Wirtschaft
05.12.2011

1,65 Mrd.: Frisches Geld für Österreich

Die Republik hat zwei Bundesanleihen aufgestockt und sich so 1,65 Milliarden Euro frisches Kapital geholt. Die Nachfrage war gut.

Die Republik Österreich hat am Dienstag über die internationalen Kapitalmärkte wie geplant erneut 1,65 Mrd. Euro frisches Kapital aufgenommen. Aufgestockt wurden in einem Auktionsverfahren zwei Bundesanleihen, nämlich die mit nominal 3,80 Prozent verzinste Emission 2003-2013 um 880 Mio. Euro (Restlaufzeit von knapp zweieinhalb Jahren) und die mit 3,65 Prozent verzinste Anleihe 2011-2022 um 770 Mio. Euro (Restlaufzeit von fast elf Jahren). Bei der letzten Auktion Anfang Juni betrug das Neuemissionsvolumen 1,6 Mrd. Euro.

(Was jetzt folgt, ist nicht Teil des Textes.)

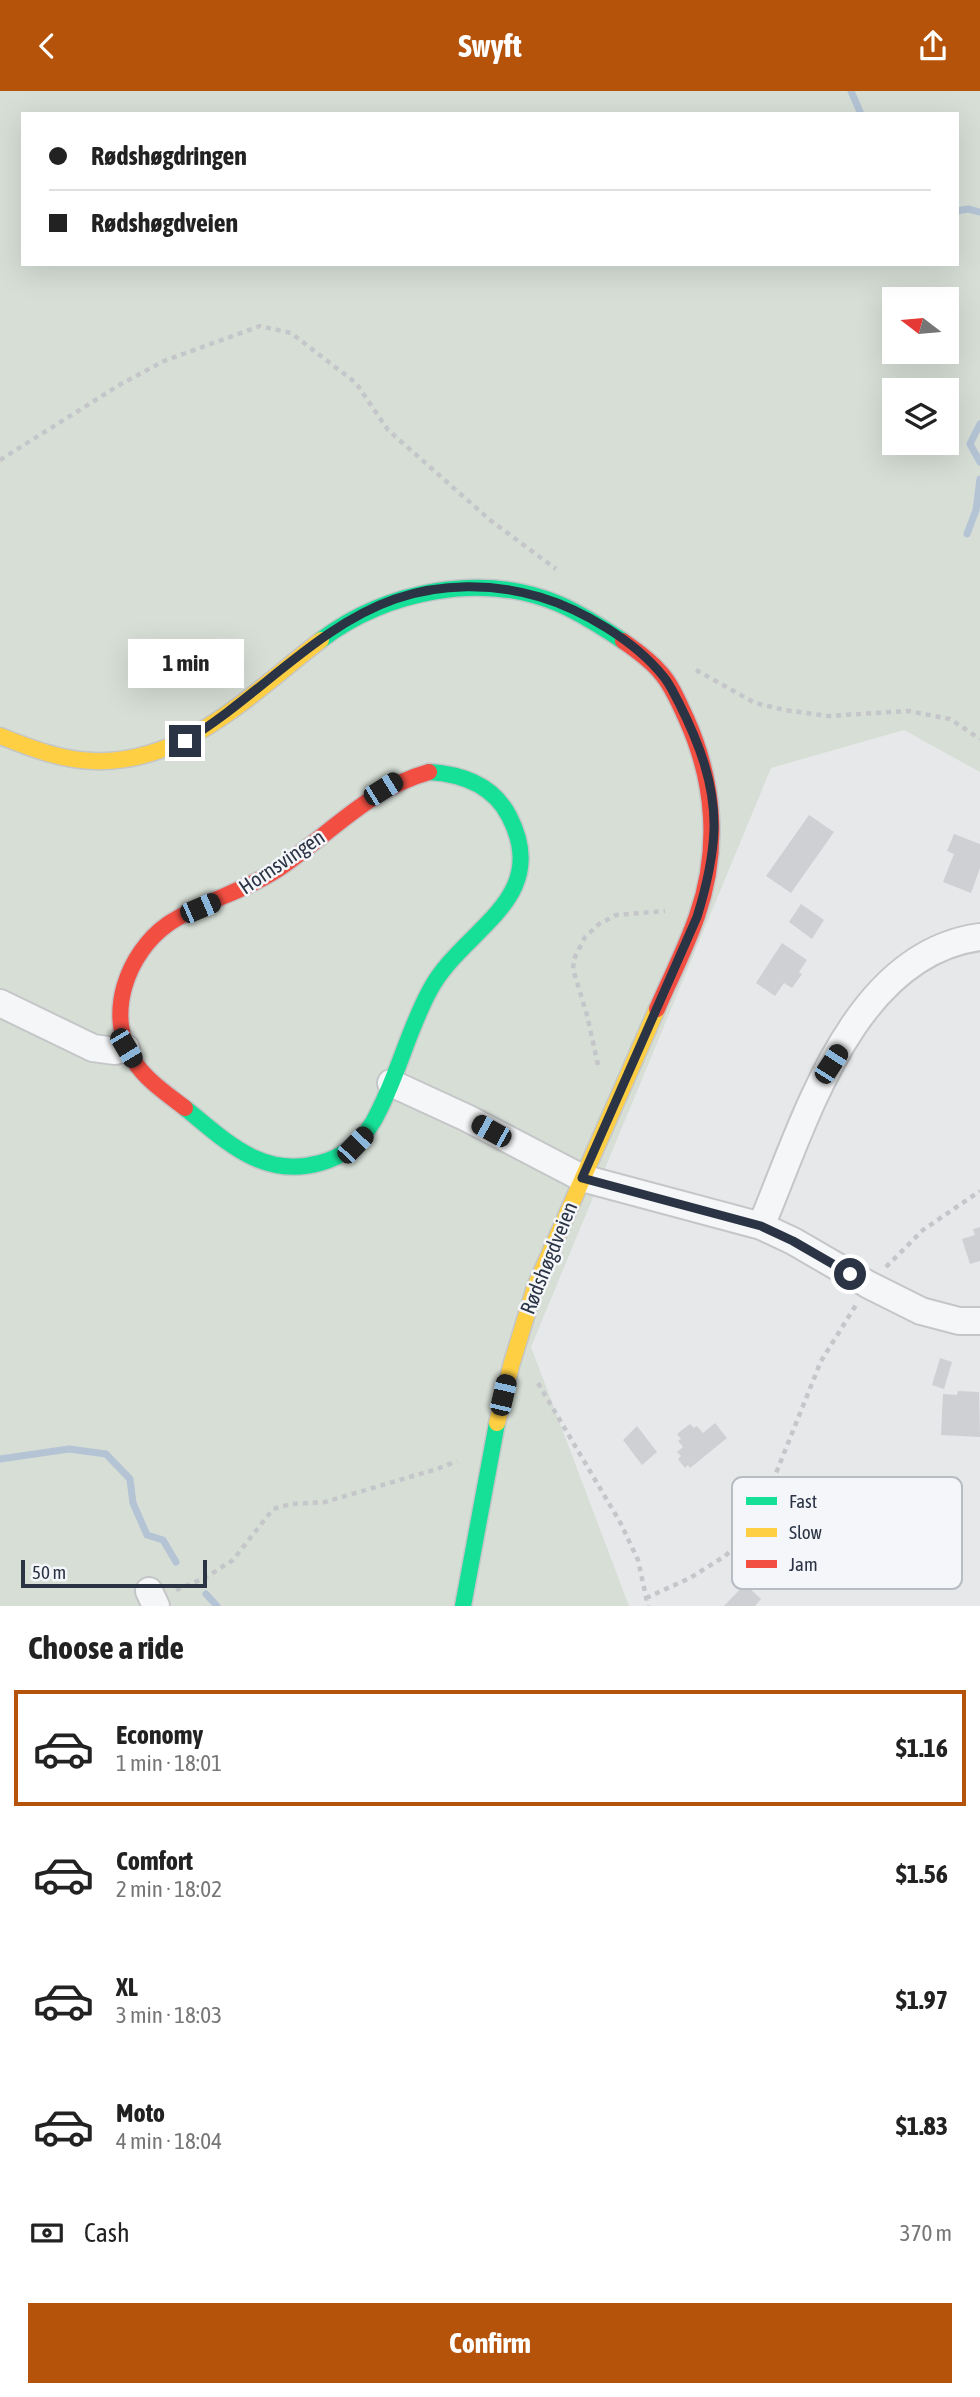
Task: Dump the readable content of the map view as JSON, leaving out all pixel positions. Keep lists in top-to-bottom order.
{
  "streets": {
    "street": ["Hornsvingen", "Rødshøgdveien"]
  },
  "legend": ["Fast", "Slow", "Jam"],
  "scale_bar": "50 m",
  "north": "left",
  "page": {
    "header": "Swyft",
    "banner": ["Rødshøgdringen", "Rødshøgdveien"],
    "bubble": "1 min",
    "scale": "50 m",
    "heading": "Choose a ride",
    "list": [
      {
        "name": "Economy",
        "note": "1 min · 18:01",
        "value": "$1.16"
      },
      {
        "name": "Comfort",
        "note": "2 min · 18:02",
        "value": "$1.56"
      },
      {
        "name": "XL",
        "note": "3 min · 18:03",
        "value": "$1.97"
      },
      {
        "name": "Moto",
        "note": "4 min · 18:04",
        "value": "$1.83"
      }
    ],
    "pay": ["Cash", "370 m"],
    "buttons": "Confirm"
  }
}
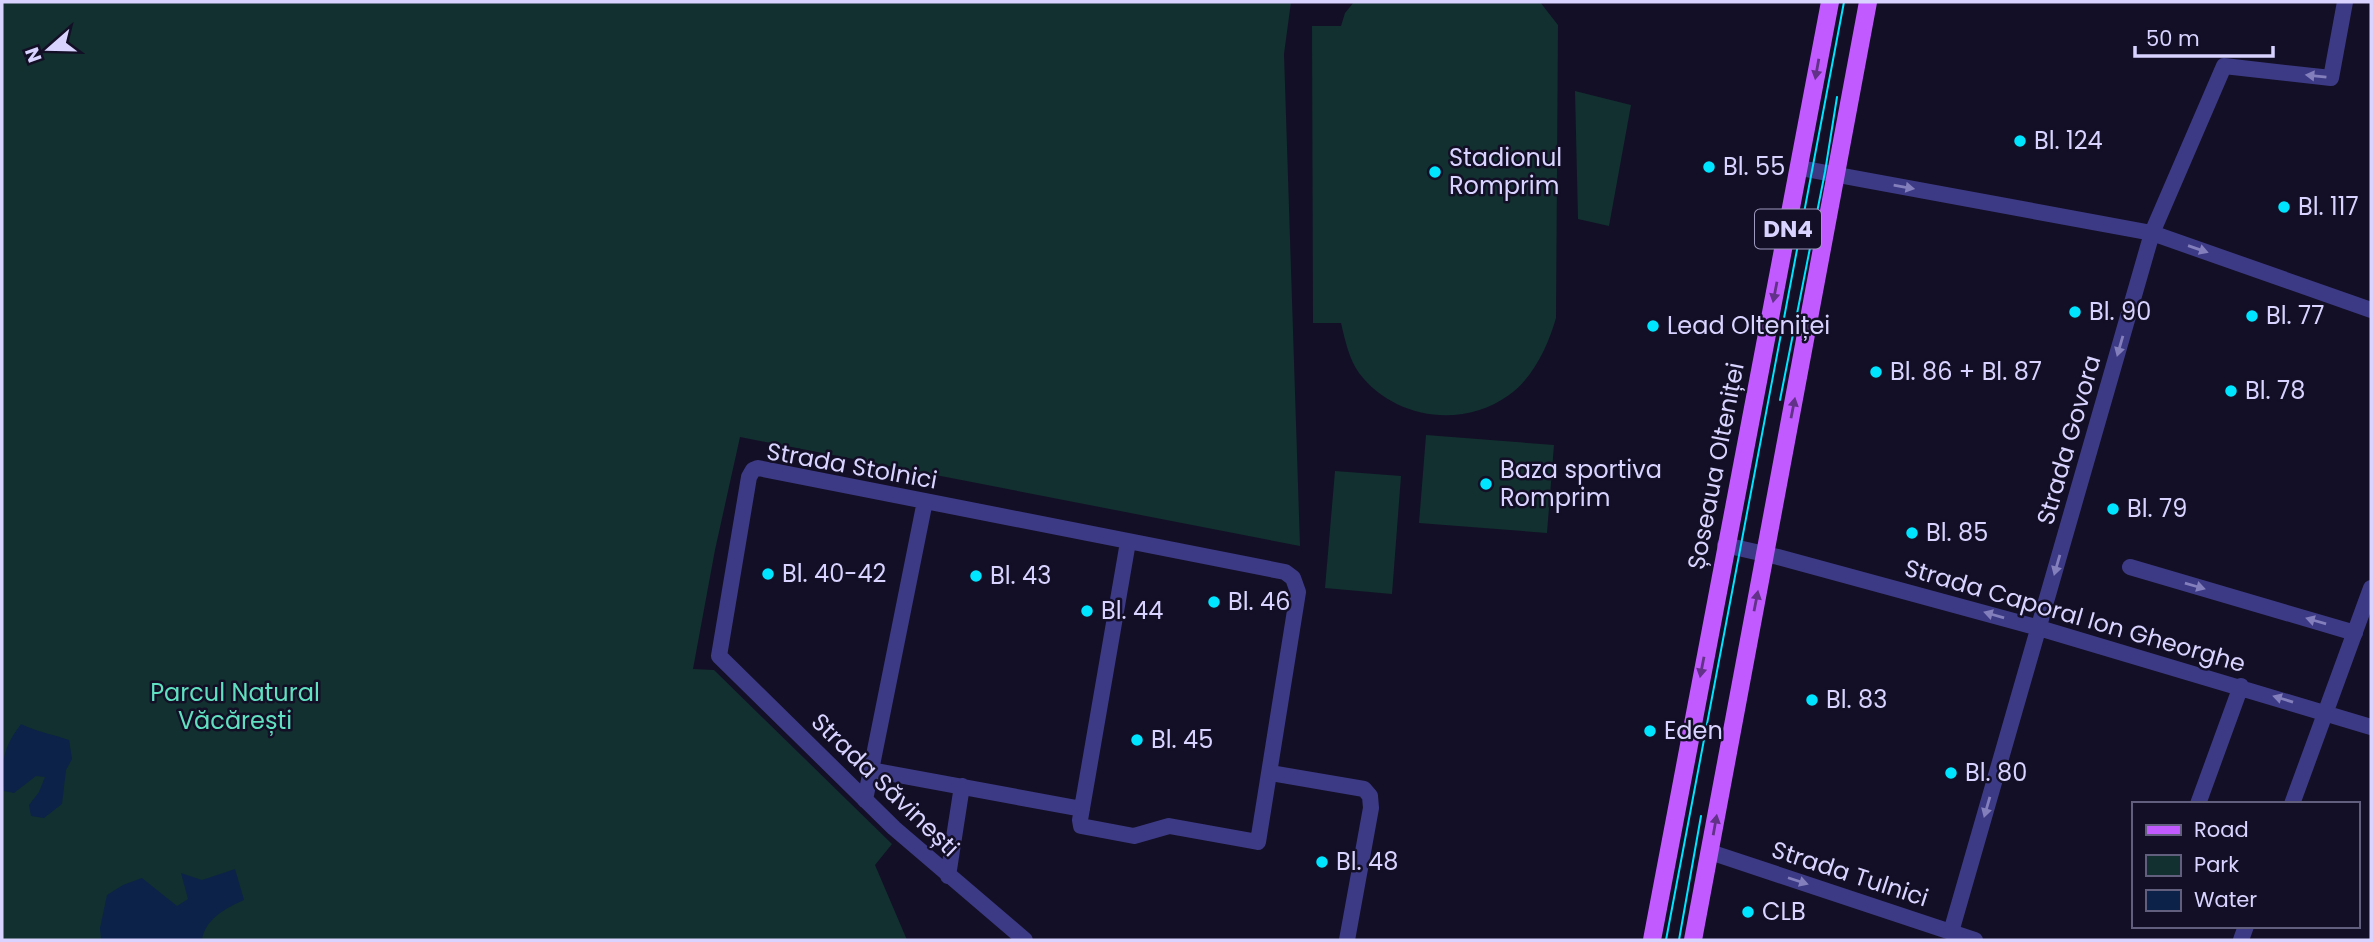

Die Nachfrage nach den Papieren war sehr gut, sagte Christian Schreckeis von der Österreichischen Bundesfinanzierungsagentur (ÖBFA). Die bis 2022 laufende Bundesanleihe wurde mit Geboten von 1,543 Mrd. Euro 2,2 mal überzeichnet. Das Gesamtvolumen erhöhte sich durch die aktuelle Aufstockung auf 7,114 Mrd. Euro. Die akzeptierte Durchschnittsrendite beträgt 3,528 Prozent.

Die bis 2013 laufenden Anleihe war mit Angeboten im Ausmaß von 1,82 Mrd. Euro laut Bundesfinanzierungsagentur 2,3 mal überzeichnet. Das Gesamtvolumen erhöhte sich auf 13,112 Mrd. Euro. Die akzeptierte Durchschnittsrendite beträgt 1,792 Prozent.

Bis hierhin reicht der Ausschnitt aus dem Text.